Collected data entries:
++++++

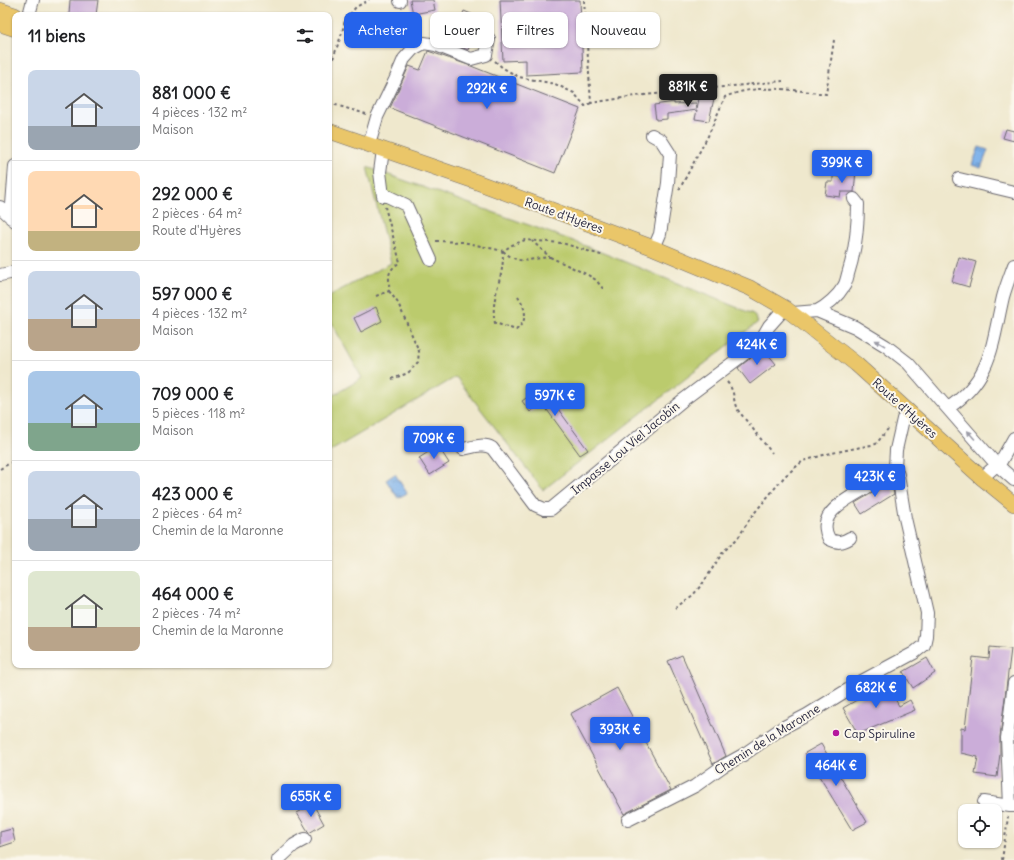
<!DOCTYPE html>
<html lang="fr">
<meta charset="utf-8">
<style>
body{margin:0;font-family:Delius,sans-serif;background:#f2f2f2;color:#202124;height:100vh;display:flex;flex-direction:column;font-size:15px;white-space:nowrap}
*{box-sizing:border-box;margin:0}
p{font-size:13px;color:#757577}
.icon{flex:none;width:22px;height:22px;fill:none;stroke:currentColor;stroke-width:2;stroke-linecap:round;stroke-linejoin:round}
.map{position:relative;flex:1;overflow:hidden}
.details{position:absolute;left:12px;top:12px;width:320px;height:656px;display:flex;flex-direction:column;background:#fff;border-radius:8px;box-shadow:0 1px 3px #0004}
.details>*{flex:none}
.top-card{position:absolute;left:344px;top:12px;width:380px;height:36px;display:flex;gap:8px}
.controls{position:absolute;left:958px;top:804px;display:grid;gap:8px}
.controls a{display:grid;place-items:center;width:44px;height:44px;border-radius:8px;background:#fff;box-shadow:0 1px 3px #0004;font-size:20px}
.price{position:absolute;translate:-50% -34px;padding:0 9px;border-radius:4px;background:#2563eb;color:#fff;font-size:13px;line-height:26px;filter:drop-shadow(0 1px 2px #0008)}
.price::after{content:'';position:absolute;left:50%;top:24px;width:12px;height:9px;margin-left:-6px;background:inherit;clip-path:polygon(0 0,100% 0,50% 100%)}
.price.selected{background:#222;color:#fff}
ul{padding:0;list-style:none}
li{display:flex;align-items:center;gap:12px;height:100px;padding:0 16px}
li+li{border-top:1px solid #e0e0e0}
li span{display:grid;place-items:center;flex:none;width:112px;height:80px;border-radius:8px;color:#555}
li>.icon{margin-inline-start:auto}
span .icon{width:48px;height:48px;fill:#fffc;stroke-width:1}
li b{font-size:17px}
h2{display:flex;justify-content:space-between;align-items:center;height:48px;padding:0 16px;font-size:17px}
.chip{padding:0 14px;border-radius:8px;background:#fff;box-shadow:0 1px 3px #0004;font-size:14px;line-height:36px}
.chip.selected{background:#2563eb;color:#fff}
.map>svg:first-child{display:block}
.pitch{fill:#bbcb6d;stroke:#6e7654}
.water{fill:url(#water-ripples);stroke:#506a92}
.building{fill:#cbadd9}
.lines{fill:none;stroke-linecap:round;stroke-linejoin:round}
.minor-casing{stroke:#6a676e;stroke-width:14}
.major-casing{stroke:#6a676e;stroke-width:16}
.path{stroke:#6a676e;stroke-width:2;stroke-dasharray:3 3;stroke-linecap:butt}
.minor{stroke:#fff;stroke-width:12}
.major{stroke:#eac669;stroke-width:15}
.oneway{fill:#9c9ca7}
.poi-dot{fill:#b5179e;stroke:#fbf7ec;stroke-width:1.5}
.labels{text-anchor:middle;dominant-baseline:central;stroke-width:4;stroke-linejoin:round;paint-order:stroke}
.street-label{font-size:12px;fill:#22223b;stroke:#fbf7ec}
.poi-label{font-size:12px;fill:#22223b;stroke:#fbf7ec;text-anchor:start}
</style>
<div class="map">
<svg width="1014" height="860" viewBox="0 0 1014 860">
<defs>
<pattern id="water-ripples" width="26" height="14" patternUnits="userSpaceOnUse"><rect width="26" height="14" fill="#7db1ea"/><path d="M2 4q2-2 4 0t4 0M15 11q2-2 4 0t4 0" fill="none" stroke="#6690bf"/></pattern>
</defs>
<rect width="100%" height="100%" fill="#fbf7ec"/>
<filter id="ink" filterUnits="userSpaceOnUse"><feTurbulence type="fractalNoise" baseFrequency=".025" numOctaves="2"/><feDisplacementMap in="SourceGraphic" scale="8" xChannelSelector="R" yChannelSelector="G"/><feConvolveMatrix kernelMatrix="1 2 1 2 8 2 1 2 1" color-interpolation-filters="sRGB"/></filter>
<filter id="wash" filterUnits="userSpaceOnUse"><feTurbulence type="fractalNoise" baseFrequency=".012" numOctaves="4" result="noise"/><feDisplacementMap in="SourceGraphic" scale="16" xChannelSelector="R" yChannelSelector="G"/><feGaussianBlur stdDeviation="0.9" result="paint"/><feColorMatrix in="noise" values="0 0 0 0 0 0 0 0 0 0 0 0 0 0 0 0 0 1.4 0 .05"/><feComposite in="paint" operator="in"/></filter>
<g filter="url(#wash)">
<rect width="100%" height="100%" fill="#efe8cd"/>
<path class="pitch" d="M367,167l209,75 177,72 5,8 -215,168 -87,-113 -127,75v-54l33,-20 -33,-60v-22l62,-33z"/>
<path class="water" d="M979,147l9,3 -7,18 -9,-3z
M395,474l12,19 -9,5 -12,-18z"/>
<g id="blocks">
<path class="building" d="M70,0h28l-2,15h-27z
M410,0h23l2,10 -22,4z
M500,0h80l3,72 -57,3v-15l-23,1z
M464,11l17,7 -13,32 -18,-7z
M428,51l43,15 109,43 -25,64 -165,-65 19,-42 11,4z
M700,93l15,1 -6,27 -14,-2 2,-9 -30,4v5l-11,1 -2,-15 20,-3v2l22,-1 1,6z
M1006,129l8,2v10l-11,-3z
M843,168l13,2 -2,22h-13l-1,5 -15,-2 2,-13h6v-6l9,1z
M959,257l17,5 -7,25 -17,-5z
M376,307l6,14 -21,11 -7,-14z
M763,348l13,16 -26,20 -12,-16z
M542,387l46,63 -8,5 -38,-52 -12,9 -8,-11z
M438,446l11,17 -19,12 -11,-17z
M891,482l3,12 -32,20 -7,-11z
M990,647l21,2 -11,88v17l-3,23 -22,-3 3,-17 -17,-4v-25l4,1 8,-72 16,2z
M682,655l44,101 -13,8 -45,-103z
M927,658l8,15 -22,15 -10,-16z
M886,683l13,23 11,-6 5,10 -57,24 -15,-26z
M617,688l54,102 -47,24 -54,-100z
M821,744l46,78 -15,8 -47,-77z
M313,804l11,20 -15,9 -12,-20z
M12,829l3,13 -15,5v-15z"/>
</g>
</g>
<g filter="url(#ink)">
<use href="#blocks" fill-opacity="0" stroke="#6a676e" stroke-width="1"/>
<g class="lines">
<g class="minor-casing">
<path id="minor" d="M400,0v1
M29,15l4,-15
M652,135l9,5 9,14 -2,29 -8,51 -6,14
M369,145l8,-28 18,-37 9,-21 9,-10 11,-6 12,2 35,14 15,-4 3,-16
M383,150l-3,22 3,24
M959,179l55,13
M383,194l23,11 25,55
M0,207l15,14
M11,218l4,-52
M0,275l15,-3
M817,311c10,-5 21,-15 27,-25 2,-3 3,-8 4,-12 7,-22 10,-47 10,-70l-4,-5
M793,313l24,-2 38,16 31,19 22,17 88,101 18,16
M948,408c44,-29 44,-64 55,-111 3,-11 7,-21 11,-32
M463,449c10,-2 20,-6 29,-1l43,57 9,4h7l132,-109 68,-51 11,-11 7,-12 16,-18
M982,478l19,-17 13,-23
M850,538c-8,5 -13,5 -21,1 -1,-3 -3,-6 -3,-9 -6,-25 48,-43 63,-56 2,-1 4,-5 6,-7
M1014,683l-7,55 3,68h4
M984,802l26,4
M628,820l67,-34 28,-20 20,-11 39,-27 25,-13 55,-34 52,-28 10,-8 2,-9 1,-23 -22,-95 -7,-43 -3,-8 1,-17 7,-31 6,-8
M278,860l16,-15 11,-6"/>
</g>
<g class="major-casing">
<path id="major" d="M0,10l15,5
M0,24l15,5
M329,131l145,50 180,67 96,40 35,20 71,56 126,114 32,26"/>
</g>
<path class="path" d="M584,0l7,103 44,-7 148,-15
M495,61l8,7 16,9 36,7 19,9 11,13 6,-3
M329,70l13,-37 3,-13 11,-13 13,-7
M329,103l37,11
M679,190l29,-54 17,-39c32,-14 68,-7 101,-3l8,-54
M436,241l27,1 40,9 9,-6 13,-5 37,3 42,13
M502,250c5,23 -13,46 -7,73l21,7c13,-11 10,-21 2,-34
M503,251c18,16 26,7 47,6l-18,-16
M550,257l38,18 8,5 8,10
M389,291l9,12 21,48 -1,11 -10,11 -16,6
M376,296l13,-5c1,-16 -4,-18 11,-29l-15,-55
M727,382c9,11 5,16 10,27l35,44
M0,469l15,-9
M675,608l18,-13 10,-12 20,-31 15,-14 13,-21 34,-41 18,-15 24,-7 49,-10 12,-15
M1002,860l6,-43"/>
<use href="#minor" class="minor"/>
<use href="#major" class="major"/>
</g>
<defs><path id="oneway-solid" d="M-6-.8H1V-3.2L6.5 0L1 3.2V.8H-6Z"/></defs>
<g class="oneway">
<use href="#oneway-solid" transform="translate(880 343) rotate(-149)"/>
<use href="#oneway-solid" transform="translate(971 435) rotate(-131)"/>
</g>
</g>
<circle class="poi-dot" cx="836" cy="733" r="4"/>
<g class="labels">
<g class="street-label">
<text transform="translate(564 215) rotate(20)">Route d'Hyères</text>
<text transform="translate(905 408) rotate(42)">Route d'Hyères</text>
<text transform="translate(625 448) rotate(-40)">Impasse Lou Viel Jacobin</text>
<text transform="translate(767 739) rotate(-32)">Chemin de la Maronne</text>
</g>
<g class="poi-label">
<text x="844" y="733">Cap Spiruline</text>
</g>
</g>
</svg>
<div class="controls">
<a><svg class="icon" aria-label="locate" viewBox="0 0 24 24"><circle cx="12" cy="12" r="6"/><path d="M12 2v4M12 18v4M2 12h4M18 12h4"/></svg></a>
</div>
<b class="price selected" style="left:688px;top:108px">881K €</b>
<b class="price" style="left:487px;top:110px">292K €</b>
<b class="price" style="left:842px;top:184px">399K €</b>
<b class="price" style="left:757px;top:366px">424K €</b>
<b class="price" style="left:555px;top:417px">597K €</b>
<b class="price" style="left:434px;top:460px">709K €</b>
<b class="price" style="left:875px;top:498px">423K €</b>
<b class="price" style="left:876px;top:709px">682K €</b>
<b class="price" style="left:620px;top:751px">393K €</b>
<b class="price" style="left:836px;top:787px">464K €</b>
<b class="price" style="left:311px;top:818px">655K €</b>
<div class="top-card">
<a class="chip selected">Acheter</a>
<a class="chip">Louer</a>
<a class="chip">Filtres</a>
<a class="chip">Nouveau</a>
</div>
<section class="details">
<h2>11 biens<svg class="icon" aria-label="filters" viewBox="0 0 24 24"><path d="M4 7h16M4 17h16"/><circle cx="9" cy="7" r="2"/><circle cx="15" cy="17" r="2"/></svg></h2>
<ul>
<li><span style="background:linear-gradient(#c9d6e8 70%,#9aa5b1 0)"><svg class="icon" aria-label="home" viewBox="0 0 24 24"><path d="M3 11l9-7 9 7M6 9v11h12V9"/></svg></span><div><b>881 000 €</b><p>4 pièces · 132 m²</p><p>Maison</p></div></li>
<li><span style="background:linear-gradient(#ffd9b3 75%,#c2b280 0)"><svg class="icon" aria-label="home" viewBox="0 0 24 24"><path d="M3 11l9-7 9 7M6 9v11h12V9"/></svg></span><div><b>292 000 €</b><p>2 pièces · 64 m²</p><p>Route d'Hyères</p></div></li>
<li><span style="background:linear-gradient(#c9d6e8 60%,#b9a48a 0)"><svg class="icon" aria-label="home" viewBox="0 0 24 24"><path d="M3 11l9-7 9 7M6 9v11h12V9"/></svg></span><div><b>597 000 €</b><p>4 pièces · 132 m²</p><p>Maison</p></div></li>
<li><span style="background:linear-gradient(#a9c7e8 65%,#7fa58c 0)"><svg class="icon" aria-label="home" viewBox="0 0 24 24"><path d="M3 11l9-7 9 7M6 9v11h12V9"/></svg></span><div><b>709 000 €</b><p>5 pièces · 118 m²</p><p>Maison</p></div></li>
<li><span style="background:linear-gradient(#c9d6e8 60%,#9aa5b1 0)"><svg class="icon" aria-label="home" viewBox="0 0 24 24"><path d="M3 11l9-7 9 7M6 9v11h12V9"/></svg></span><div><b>423 000 €</b><p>2 pièces · 64 m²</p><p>Chemin de la Maronne</p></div></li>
<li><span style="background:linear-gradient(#dfe7d0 70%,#b9a48a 0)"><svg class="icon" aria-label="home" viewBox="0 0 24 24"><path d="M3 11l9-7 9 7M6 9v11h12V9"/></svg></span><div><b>464 000 €</b><p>2 pièces · 74 m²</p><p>Chemin de la Maronne</p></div></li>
</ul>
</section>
</div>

++++++

# What the task asks:
List every line above that holds the word "feDisplacementMap".

# Answer to the problem:
<filter id="ink" filterUnits="userSpaceOnUse"><feTurbulence type="fractalNoise" baseFrequency=".025" numOctaves="2"/><feDisplacementMap in="SourceGraphic" scale="8" xChannelSelector="R" yChannelSelector="G"/><feConvolveMatrix kernelMatrix="1 2 1 2 8 2 1 2 1" color-interpolation-filters="sRGB"/></filter>
<filter id="wash" filterUnits="userSpaceOnUse"><feTurbulence type="fractalNoise" baseFrequency=".012" numOctaves="4" result="noise"/><feDisplacementMap in="SourceGraphic" scale="16" xChannelSelector="R" yChannelSelector="G"/><feGaussianBlur stdDeviation="0.9" result="paint"/><feColorMatrix in="noise" values="0 0 0 0 0 0 0 0 0 0 0 0 0 0 0 0 0 1.4 0 .05"/><feComposite in="paint" operator="in"/></filter>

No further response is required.